Avocados Declassified
Not to sound pretentious, but I ate avocados before they were cool. A couple years ago I had a group of friends over to celebrate Cinco de Mayo. Why do we celebrate Cinco de Mayo in the US? I like Margaritas and Mexican food, but here’s the real reason. After a few rounds of drinks, it was time to make my famous guacamole. One by one I cut open a pile of avocados, and to my horror, they were all brown and bitter. Fast forward two years and I decided it was time I regain my place on top of the avocado game. After completing Andrew Ng’s 11 week machine learning course, I began applying what I learned to…you guessed it, avocados!

Experiment Setup
What exactly is machine learning, and how does it apply to avocados?

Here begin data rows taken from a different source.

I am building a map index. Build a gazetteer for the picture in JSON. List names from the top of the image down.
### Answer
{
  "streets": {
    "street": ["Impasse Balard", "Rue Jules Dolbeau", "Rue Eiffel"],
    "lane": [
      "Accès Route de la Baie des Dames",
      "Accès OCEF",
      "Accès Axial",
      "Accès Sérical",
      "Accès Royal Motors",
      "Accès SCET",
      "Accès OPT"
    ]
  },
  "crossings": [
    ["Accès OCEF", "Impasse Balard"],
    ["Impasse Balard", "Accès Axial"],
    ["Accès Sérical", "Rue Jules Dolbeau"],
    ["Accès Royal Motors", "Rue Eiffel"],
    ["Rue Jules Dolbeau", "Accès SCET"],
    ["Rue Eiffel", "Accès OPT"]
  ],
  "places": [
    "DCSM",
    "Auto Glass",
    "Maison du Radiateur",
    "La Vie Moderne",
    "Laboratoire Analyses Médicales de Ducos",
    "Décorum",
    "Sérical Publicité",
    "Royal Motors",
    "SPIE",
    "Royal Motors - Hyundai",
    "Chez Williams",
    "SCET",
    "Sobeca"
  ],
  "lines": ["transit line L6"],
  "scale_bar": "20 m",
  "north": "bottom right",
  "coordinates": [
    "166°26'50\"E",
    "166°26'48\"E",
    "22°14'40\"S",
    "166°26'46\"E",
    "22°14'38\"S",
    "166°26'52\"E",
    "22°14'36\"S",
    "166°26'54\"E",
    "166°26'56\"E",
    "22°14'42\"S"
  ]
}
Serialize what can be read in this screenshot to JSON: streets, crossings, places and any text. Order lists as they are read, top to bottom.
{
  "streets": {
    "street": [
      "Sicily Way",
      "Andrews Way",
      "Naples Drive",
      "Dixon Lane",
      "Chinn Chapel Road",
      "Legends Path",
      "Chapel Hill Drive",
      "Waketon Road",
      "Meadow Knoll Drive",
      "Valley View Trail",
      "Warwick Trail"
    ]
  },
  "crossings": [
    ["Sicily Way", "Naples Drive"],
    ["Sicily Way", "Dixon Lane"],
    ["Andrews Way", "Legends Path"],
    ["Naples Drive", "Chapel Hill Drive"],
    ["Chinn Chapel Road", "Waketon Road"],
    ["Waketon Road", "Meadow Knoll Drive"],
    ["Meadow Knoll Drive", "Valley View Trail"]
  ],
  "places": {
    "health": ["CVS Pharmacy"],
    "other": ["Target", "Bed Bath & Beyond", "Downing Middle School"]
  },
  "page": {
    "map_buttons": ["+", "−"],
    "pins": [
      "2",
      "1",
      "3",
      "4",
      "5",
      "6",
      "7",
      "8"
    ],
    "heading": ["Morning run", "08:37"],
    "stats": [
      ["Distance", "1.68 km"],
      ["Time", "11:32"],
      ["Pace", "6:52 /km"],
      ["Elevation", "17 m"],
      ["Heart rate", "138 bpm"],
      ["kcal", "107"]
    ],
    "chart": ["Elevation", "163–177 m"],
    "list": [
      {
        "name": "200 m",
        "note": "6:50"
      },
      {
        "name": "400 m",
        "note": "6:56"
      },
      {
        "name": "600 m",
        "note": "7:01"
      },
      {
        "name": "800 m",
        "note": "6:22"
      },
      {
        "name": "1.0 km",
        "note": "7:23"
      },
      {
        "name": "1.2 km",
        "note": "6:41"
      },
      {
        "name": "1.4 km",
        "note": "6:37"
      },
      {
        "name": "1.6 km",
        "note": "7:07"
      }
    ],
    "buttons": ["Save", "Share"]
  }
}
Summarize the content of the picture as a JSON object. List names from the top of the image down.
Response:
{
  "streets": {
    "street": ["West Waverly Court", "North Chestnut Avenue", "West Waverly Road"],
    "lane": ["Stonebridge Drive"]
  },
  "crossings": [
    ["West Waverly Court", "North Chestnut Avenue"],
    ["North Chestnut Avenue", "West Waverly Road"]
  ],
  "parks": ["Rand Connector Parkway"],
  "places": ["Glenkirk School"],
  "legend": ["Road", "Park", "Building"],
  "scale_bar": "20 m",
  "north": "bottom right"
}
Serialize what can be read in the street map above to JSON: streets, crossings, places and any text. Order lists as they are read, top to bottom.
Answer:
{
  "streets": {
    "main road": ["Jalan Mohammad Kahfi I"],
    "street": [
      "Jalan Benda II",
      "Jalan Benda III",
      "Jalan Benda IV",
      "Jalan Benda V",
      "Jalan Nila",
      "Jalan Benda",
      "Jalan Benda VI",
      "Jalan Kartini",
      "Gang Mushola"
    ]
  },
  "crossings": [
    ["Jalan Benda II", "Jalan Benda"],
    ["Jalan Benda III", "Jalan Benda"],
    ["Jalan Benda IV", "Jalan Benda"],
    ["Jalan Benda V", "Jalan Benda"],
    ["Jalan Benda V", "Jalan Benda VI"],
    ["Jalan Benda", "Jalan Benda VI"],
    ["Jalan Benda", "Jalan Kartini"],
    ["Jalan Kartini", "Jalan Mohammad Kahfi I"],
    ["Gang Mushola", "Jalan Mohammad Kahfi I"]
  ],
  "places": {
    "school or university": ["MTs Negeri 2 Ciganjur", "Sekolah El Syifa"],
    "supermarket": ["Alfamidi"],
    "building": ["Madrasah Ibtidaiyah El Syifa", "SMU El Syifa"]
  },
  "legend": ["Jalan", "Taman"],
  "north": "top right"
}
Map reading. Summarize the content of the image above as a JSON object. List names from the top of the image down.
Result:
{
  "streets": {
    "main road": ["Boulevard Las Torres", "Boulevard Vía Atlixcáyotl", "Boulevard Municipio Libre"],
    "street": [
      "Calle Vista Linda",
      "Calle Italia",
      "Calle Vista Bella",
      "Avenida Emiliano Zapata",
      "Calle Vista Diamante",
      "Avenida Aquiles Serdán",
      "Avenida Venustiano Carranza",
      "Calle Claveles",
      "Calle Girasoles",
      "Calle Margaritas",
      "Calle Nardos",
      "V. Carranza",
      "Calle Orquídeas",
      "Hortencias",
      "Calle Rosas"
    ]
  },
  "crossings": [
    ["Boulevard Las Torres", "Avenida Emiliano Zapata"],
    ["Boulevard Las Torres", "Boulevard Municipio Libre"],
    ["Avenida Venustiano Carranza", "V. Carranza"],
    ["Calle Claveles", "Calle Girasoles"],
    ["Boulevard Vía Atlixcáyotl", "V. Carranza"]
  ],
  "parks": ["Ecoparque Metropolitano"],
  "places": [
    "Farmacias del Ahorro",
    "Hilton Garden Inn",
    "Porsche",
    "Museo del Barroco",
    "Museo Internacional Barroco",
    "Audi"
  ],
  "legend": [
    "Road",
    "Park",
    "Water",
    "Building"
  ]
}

A computer program is said to learn from experience E with respect to some task T and some performance measure P if its performance on T, as measured by P, improves with experience E. — Tom Mitchell (1988)
Let’s break that down a little.
Experience (E) = Watching me rate the quality of avocados by eating them
Task (T) = The computer predicting the quality of avocados (without eating them)
Performance (P) = How accurately the computer predicts the quality of avocados before I eat them
The result of this data collection and training is a function that looks similar to y = mx + b. It is the computer’s job to “learn” the best values of m and b.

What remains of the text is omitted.